What if the dictionary is extremely large? Can we optimize further?

If the dictionary contains millions of words, you could use a trie (prefix tree) data structure instead of a set. This would allow you to check all possible words starting at position j more efficiently, potentially reducing redundant substring operations. However, for most interview scenarios with reasonably sized dictionaries, the set-based approach is sufficient and easier to implement.

Can this problem be solved using memoization instead of tabulation?

Yes, you can solve this using top-down dynamic programming with memoization. Instead of building the dp array bottom-up, you would recursively check if a string can be segmented and cache the results for each starting position. The time and space complexity would remain the same, but some candidates find the recursive approach more intuitive.

How would you modify this solution to return the actual segmentation instead of just a boolean?

You would need to track not just whether segmentation is possible, but also which word was used at each position.
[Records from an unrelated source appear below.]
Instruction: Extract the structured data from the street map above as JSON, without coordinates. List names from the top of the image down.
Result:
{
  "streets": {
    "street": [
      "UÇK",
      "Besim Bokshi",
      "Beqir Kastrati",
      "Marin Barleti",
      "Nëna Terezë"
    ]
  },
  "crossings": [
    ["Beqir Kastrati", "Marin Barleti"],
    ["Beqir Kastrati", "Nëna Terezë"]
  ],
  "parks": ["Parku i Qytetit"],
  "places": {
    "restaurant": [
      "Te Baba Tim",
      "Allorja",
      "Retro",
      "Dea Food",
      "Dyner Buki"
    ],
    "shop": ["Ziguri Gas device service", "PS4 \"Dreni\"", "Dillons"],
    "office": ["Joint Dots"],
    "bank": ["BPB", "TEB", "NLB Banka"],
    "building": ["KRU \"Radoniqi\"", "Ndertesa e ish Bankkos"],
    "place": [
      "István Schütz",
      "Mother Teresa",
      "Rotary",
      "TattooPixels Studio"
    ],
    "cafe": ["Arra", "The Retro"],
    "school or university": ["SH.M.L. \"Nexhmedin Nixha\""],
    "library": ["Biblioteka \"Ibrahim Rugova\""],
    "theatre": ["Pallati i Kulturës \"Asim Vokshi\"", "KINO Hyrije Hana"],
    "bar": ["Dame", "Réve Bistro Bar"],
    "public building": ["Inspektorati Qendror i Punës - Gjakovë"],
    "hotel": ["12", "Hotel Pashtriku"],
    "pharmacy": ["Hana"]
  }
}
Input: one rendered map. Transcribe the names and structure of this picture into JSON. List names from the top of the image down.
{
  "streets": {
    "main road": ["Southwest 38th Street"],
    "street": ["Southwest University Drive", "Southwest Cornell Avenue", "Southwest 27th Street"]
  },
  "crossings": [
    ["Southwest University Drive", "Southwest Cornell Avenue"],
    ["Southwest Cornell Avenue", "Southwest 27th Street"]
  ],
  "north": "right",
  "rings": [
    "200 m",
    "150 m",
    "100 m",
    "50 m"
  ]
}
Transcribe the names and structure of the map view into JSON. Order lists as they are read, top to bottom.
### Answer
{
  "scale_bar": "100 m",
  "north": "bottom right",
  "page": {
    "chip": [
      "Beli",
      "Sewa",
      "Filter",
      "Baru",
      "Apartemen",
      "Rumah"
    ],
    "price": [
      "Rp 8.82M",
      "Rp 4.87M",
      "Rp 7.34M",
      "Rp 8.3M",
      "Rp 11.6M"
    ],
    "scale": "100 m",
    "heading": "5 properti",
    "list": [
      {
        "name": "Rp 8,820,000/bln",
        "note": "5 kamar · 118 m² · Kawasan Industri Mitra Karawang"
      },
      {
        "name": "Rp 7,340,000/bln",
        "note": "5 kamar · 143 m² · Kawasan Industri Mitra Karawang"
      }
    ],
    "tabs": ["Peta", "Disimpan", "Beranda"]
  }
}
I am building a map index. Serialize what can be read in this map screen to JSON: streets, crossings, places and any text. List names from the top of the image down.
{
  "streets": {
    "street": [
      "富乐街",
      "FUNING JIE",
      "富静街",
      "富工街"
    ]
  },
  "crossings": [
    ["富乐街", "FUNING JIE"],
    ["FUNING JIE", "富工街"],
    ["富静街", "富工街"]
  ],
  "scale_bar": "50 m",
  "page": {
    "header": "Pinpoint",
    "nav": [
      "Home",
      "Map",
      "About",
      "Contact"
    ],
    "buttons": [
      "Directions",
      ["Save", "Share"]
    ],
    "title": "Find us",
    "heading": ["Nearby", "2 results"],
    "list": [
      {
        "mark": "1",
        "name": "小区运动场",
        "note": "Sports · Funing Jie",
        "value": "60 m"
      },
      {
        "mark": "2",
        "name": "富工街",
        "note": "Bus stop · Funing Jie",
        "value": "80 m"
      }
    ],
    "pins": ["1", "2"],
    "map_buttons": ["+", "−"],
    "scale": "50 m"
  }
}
This can be done by storing the index j where each successful split occurred, then backtracking from dp[n] to reconstruct the sequence of words. The time and space complexity would remain asymptotically the same.

Word Break Problem: Dynamic Programming Solution & Examples

The Word Break problem is a classic dynamic programming challenge frequently asked in technical interviews at companies like Google, Amazon, and Meta. It tests your ability to recognize overlapping subproblems and optimize recursive solutions, making it an excellent problem for mastering the fundamentals of dynamic programming and string manipulation.

Problem statement

You are given a string s and a dictionary of strings wordDict. Your task is to determine whether the string s can be segmented into a space-separated sequence of one or more dictionary words.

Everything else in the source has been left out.